Backup Files With rsync
I will cover only the basic functionality of rsync here. For more options, try man rsync
.
Read the man pages (man rsync
) before using any commands you don't understand. Incorrect usage of any of the parameters could result in a data loss!
First-time Backup
Let's say I want to back up a data directory to an external hard drive mounted at /mnt/BHD. I want to preserve permissions and other attributes, so I will use the -a
switch. To avoid permission errors, I use sudo
.
sudo rsync -a ./data /mnt/BHD/
Note that there is no forward slash after the source data directory path! This will copy the whole directory. A forward slash after the destination path is arbitrary.
Future Backups
I prefer to perform the backup in three steps.
First, copy only the new files that do not exist in the destination and skip those that exist. Note that now there is a forward slash after the data directory path. Also, the data directory is specified in the destination path (here the slash is arbitrary). The first command only outputs the files that will be copied without copying anything. The second command will copy the files.

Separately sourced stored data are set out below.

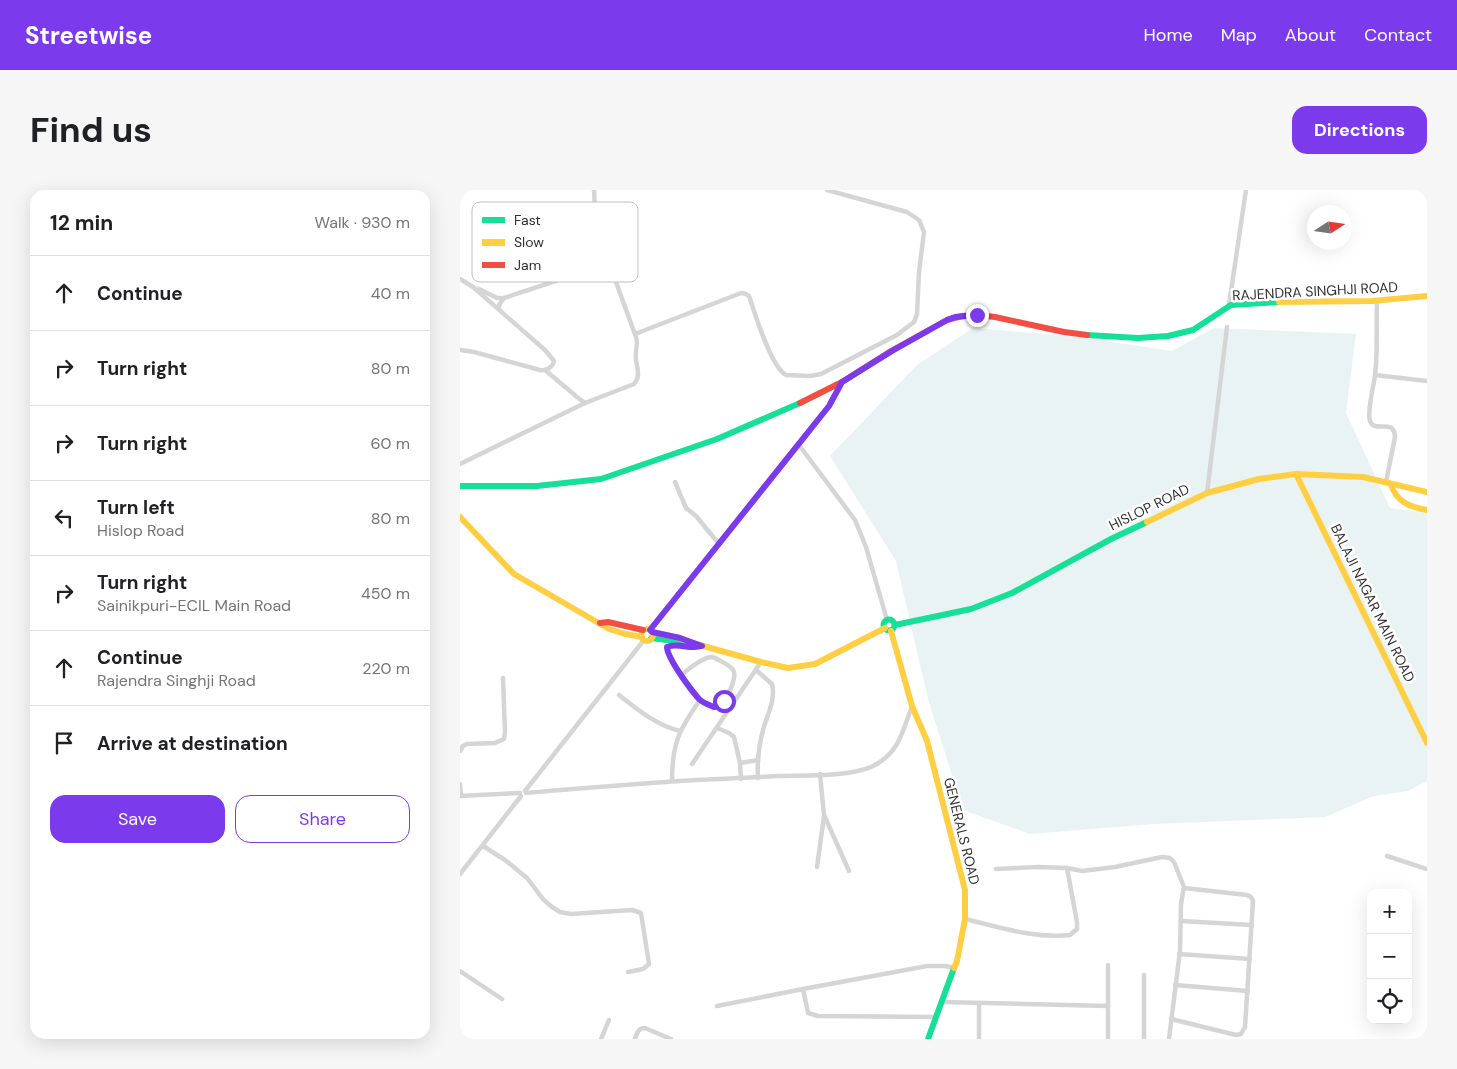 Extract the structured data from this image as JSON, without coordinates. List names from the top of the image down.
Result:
{
  "streets": {
    "street": [
      "RAJENDRA SINGHJI ROAD",
      "HISLOP ROAD",
      "BALAJI NAGAR MAIN ROAD",
      "GENERALS ROAD"
    ]
  },
  "crossings": [
    ["HISLOP ROAD", "BALAJI NAGAR MAIN ROAD"],
    ["HISLOP ROAD", "GENERALS ROAD"]
  ],
  "legend": ["Fast", "Slow", "Jam"],
  "north": "right",
  "page": {
    "header": "Streetwise",
    "nav": [
      "Home",
      "Map",
      "About",
      "Contact"
    ],
    "buttons": [
      "Directions",
      ["Save", "Share"]
    ],
    "title": "Find us",
    "heading": ["12 min", "Walk · 930 m"],
    "list": [
      ["Continue", "40 m"],
      ["Turn right", "80 m"],
      ["Turn right", "60 m"],
      ["Turn left", "Hislop Road", "80 m"],
      ["Turn right", "Sainikpuri-ECIL Main Road", "450 m"],
      ["Continue", "Rajendra Singhji Road", "220 m"],
      "Arrive at destination"
    ],
    "map_buttons": ["+", "−"]
  }
} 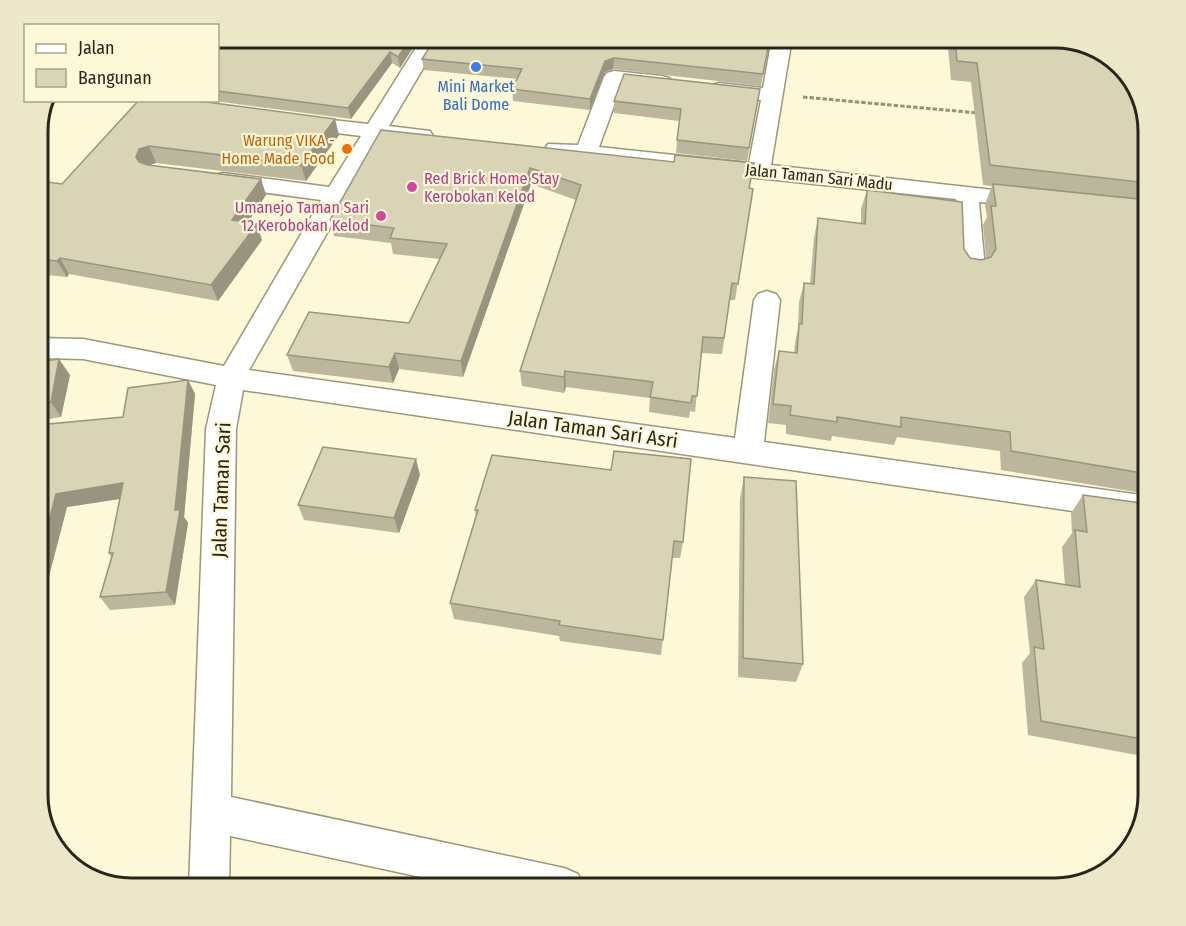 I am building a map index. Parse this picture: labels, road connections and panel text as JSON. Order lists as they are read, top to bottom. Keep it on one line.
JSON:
{"streets":{"street":["Jalan Taman Sari Madu","Jalan Taman Sari Asri","Jalan Taman Sari"]},"crossings":[["Jalan Taman Sari Asri","Jalan Taman Sari"]],"places":["Mini Market Bali Dome","Warung VIKA - Home Made Food","Red Brick Home Stay Kerobokan Kelod","Umanejo Taman Sari 12 Kerobokan Kelod"],"legend":["Jalan","Bangunan"]} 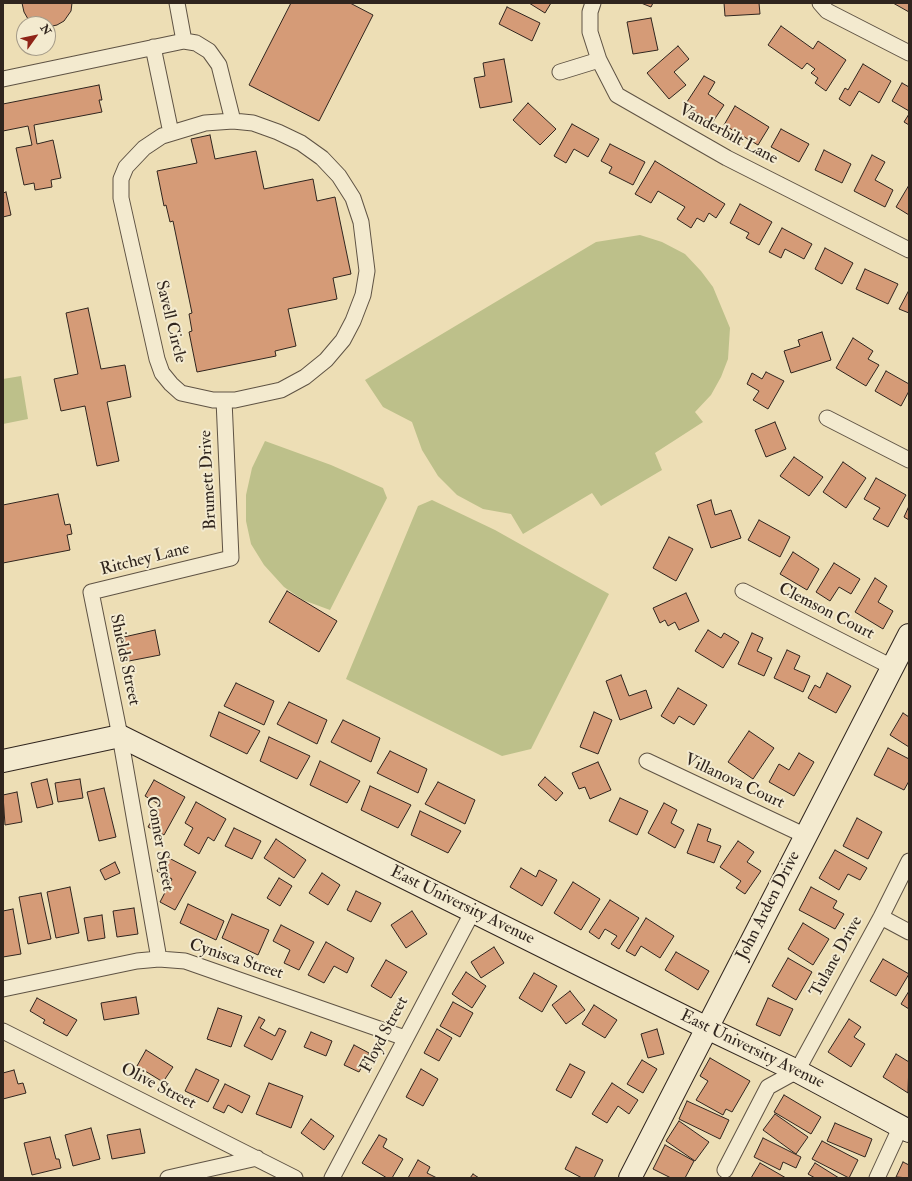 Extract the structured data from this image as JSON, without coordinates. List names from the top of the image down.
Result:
{
  "streets": {
    "street": [
      "Vanderbilt Lane",
      "Savell Circle",
      "Brumett Drive",
      "Ritchey Lane",
      "Clemson Court",
      "Shields Street",
      "Villanova Court",
      "Conner Street",
      "East University Avenue",
      "John Arden Drive",
      "Tulane Drive",
      "Cynisca Street",
      "Floyd Street",
      "Olive Street"
    ]
  },
  "crossings": [
    ["Savell Circle", "Brumett Drive"],
    ["Brumett Drive", "Ritchey Lane"],
    ["Ritchey Lane", "Shields Street"],
    ["Clemson Court", "John Arden Drive"],
    ["Shields Street", "Conner Street"],
    ["Shields Street", "East University Avenue"],
    ["Villanova Court", "John Arden Drive"],
    ["Conner Street", "East University Avenue"],
    ["Conner Street", "Cynisca Street"],
    ["East University Avenue", "John Arden Drive"],
    ["East University Avenue", "Tulane Drive"],
    ["East University Avenue", "Floyd Street"],
    ["Cynisca Street", "Floyd Street"]
  ],
  "north": "top right"
} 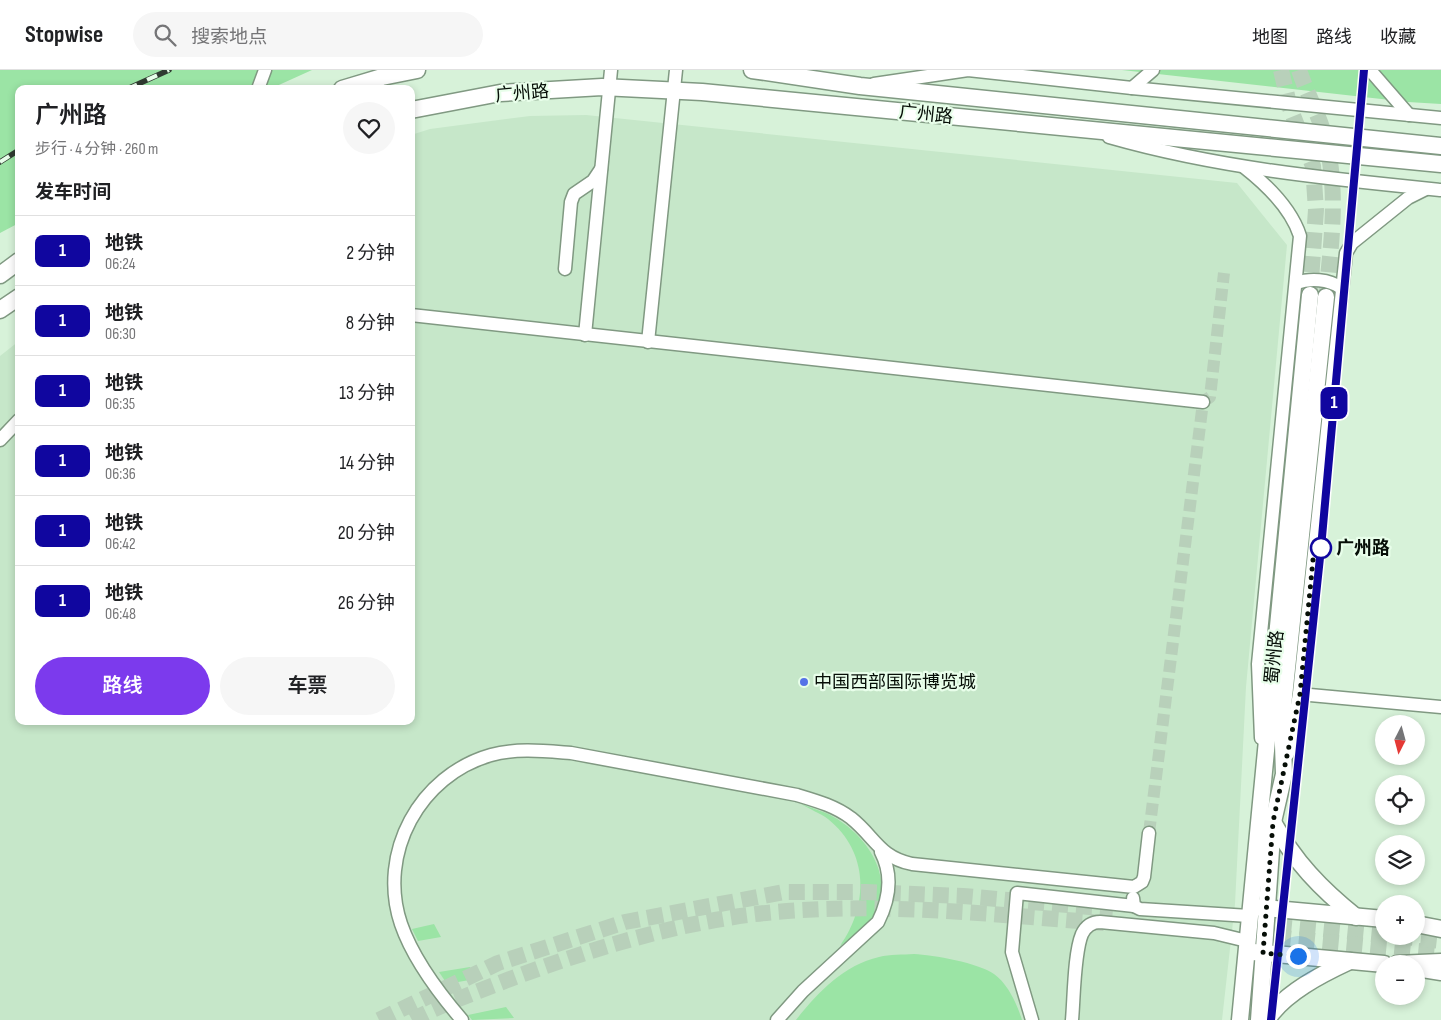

sudo rsync -anv --ignore-existing ./data/ /mnt/BHD/data/
sudo rsync -a --ignore-existing ./data/ /mnt/BHD/data/
Second, copy all remaining files that exist in the destination but have been changed since. This ignores files that have not changed, which is the biggest advantage over plain
cp
or copy-paste.sudo rsync -anv ./data/ /mnt/BHD/data/
sudo rsync -a ./data/ /mnt/BHD/data/
Lastly, remove files from the destination that do not exist in the data directory anymore.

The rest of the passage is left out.